▶ _YOUR INSTRUCTIONS_
From the first line to the last, output the records exactly and drop any images.
-- DATA UNDER STUDY follows --
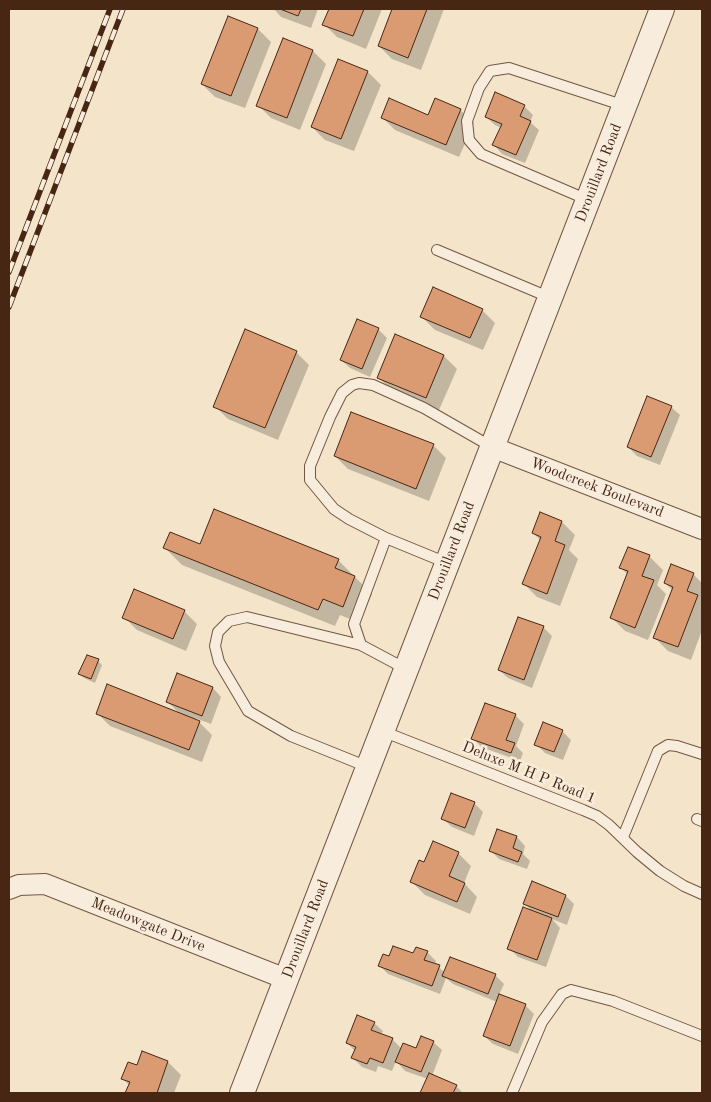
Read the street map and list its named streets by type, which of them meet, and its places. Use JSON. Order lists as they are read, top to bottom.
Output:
{
  "streets": {
    "street": ["Drouillard Road", "Woodcreek Boulevard", "Meadowgate Drive"],
    "lane": ["Deluxe M H P Road 1"]
  },
  "crossings": [
    ["Drouillard Road", "Woodcreek Boulevard"],
    ["Drouillard Road", "Deluxe M H P Road 1"],
    ["Drouillard Road", "Meadowgate Drive"]
  ]
}
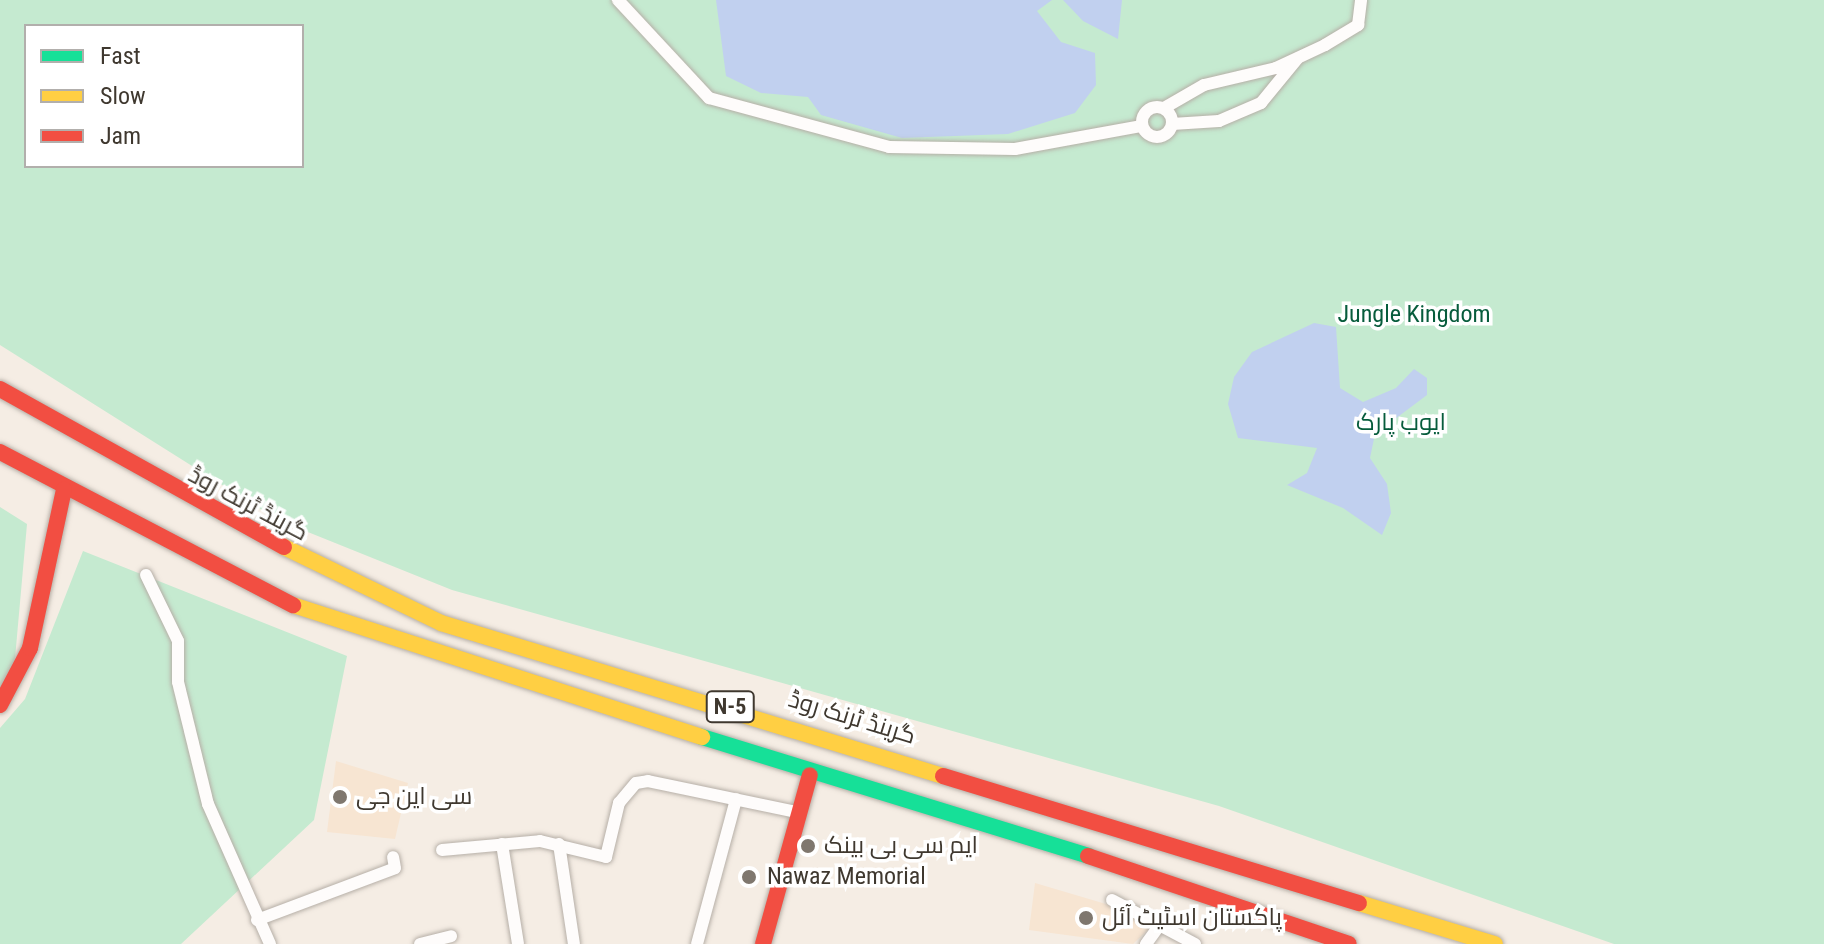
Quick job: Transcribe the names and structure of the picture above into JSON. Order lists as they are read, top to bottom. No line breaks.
{"streets":{"main road":["گرینڈ ٹرنک روڈ","N-5"]},"parks":["Jungle Kingdom","ایوب پارک"],"places":["سی این جی","ایم سی بی بینک","Nawaz Memorial","پاکستان اسٹیٹ آئل"],"legend":["Fast","Slow","Jam"]}
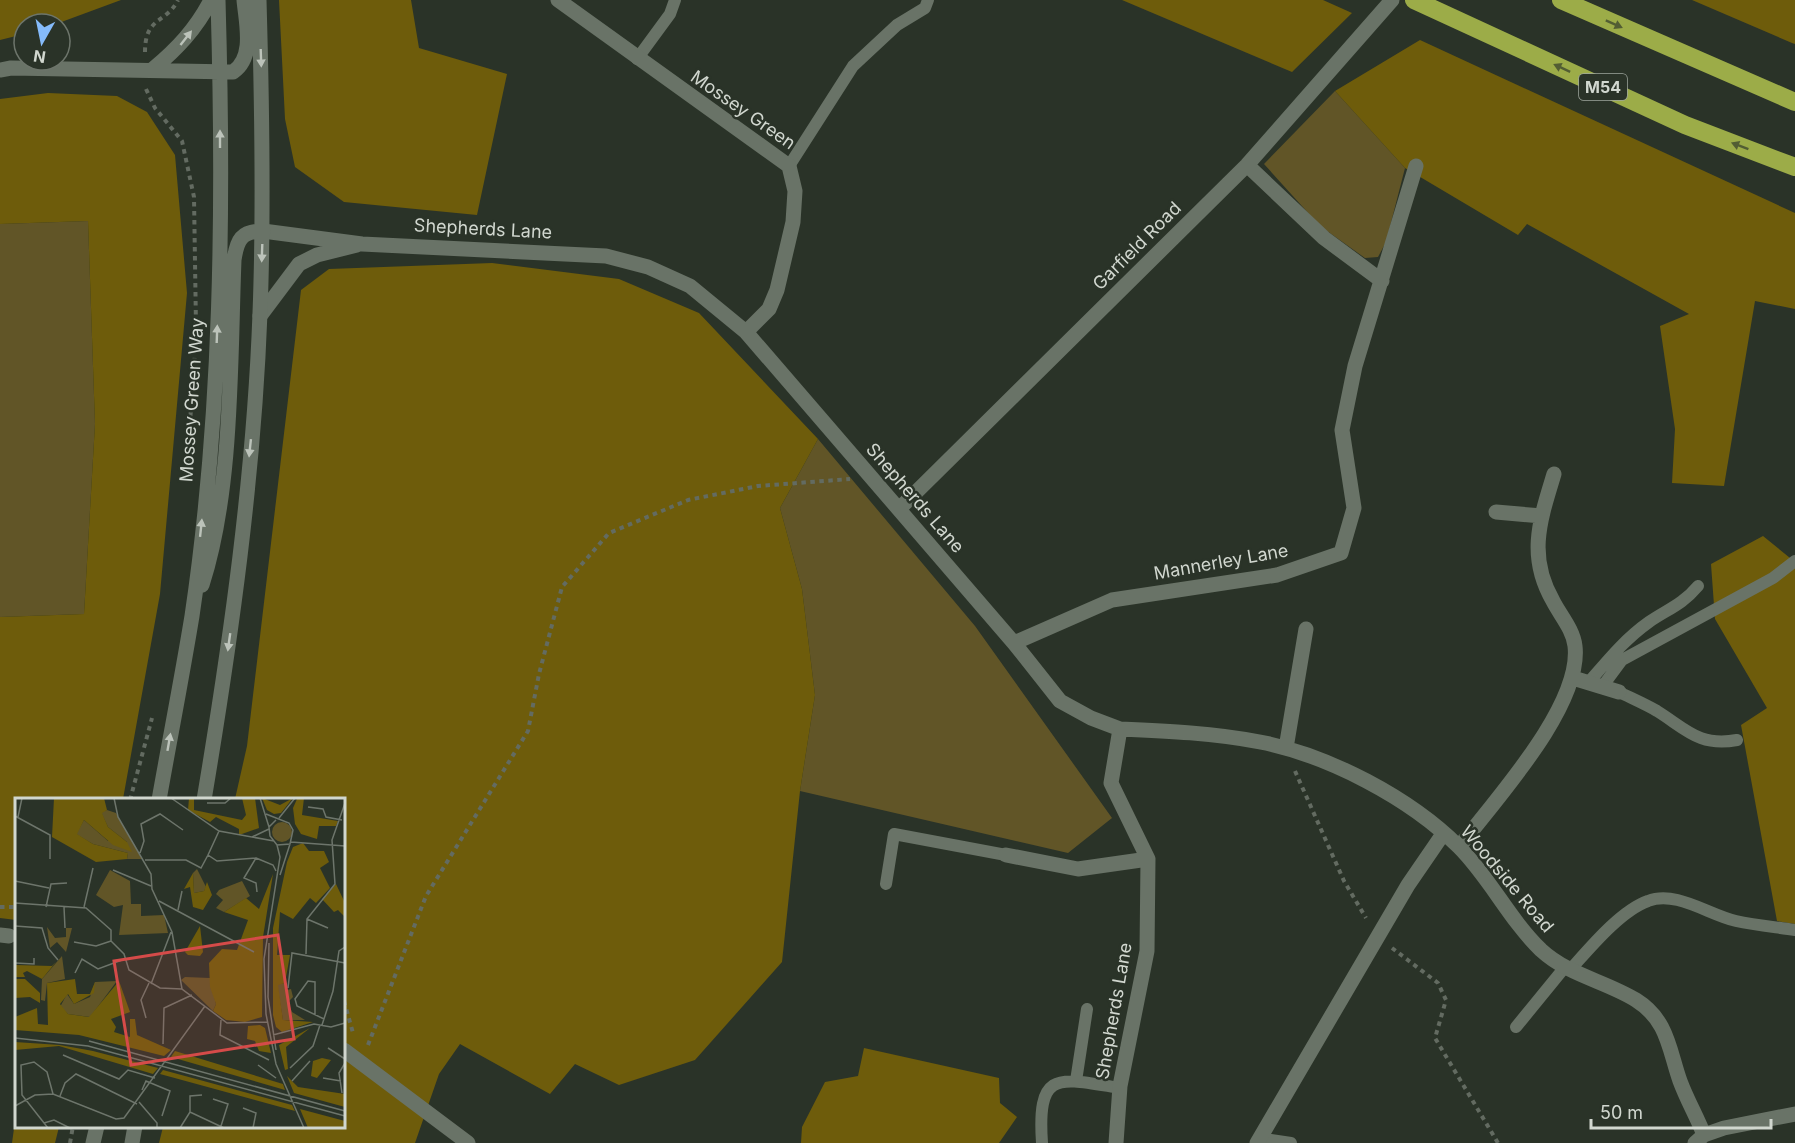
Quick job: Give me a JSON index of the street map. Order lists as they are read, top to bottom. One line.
{"streets":{"highway":["M54"],"street":["Mossey Green","Shepherds Lane","Garfield Road","Mossey Green Way","Mannerley Lane","Woodside Road"]},"crossings":[["Mossey Green","Shepherds Lane"],["Shepherds Lane","Garfield Road"],["Shepherds Lane","Mannerley Lane"],["Shepherds Lane","Woodside Road"]],"scale_bar":"50 m","north":"bottom"}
-- DATA UNDER STUDY concluded --
▶ _RESULT BELOW_
Read the street map and list its named streets by type, which of them meet, and its places. Use JSON. Order lists as they are read, top to bottom.
Output:
{
  "streets": {
    "street": ["Drouillard Road", "Woodcreek Boulevard", "Meadowgate Drive"],
    "lane": ["Deluxe M H P Road 1"]
  },
  "crossings": [
    ["Drouillard Road", "Woodcreek Boulevard"],
    ["Drouillard Road", "Deluxe M H P Road 1"],
    ["Drouillard Road", "Meadowgate Drive"]
  ]
}
Quick job: Transcribe the names and structure of the picture above into JSON. Order lists as they are read, top to bottom. No line breaks.
{"streets":{"main road":["گرینڈ ٹرنک روڈ","N-5"]},"parks":["Jungle Kingdom","ایوب پارک"],"places":["سی این جی","ایم سی بی بینک","Nawaz Memorial","پاکستان اسٹیٹ آئل"],"legend":["Fast","Slow","Jam"]}
Quick job: Give me a JSON index of the street map. Order lists as they are read, top to bottom. One line.
{"streets":{"highway":["M54"],"street":["Mossey Green","Shepherds Lane","Garfield Road","Mossey Green Way","Mannerley Lane","Woodside Road"]},"crossings":[["Mossey Green","Shepherds Lane"],["Shepherds Lane","Garfield Road"],["Shepherds Lane","Mannerley Lane"],["Shepherds Lane","Woodside Road"]],"scale_bar":"50 m","north":"bottom"}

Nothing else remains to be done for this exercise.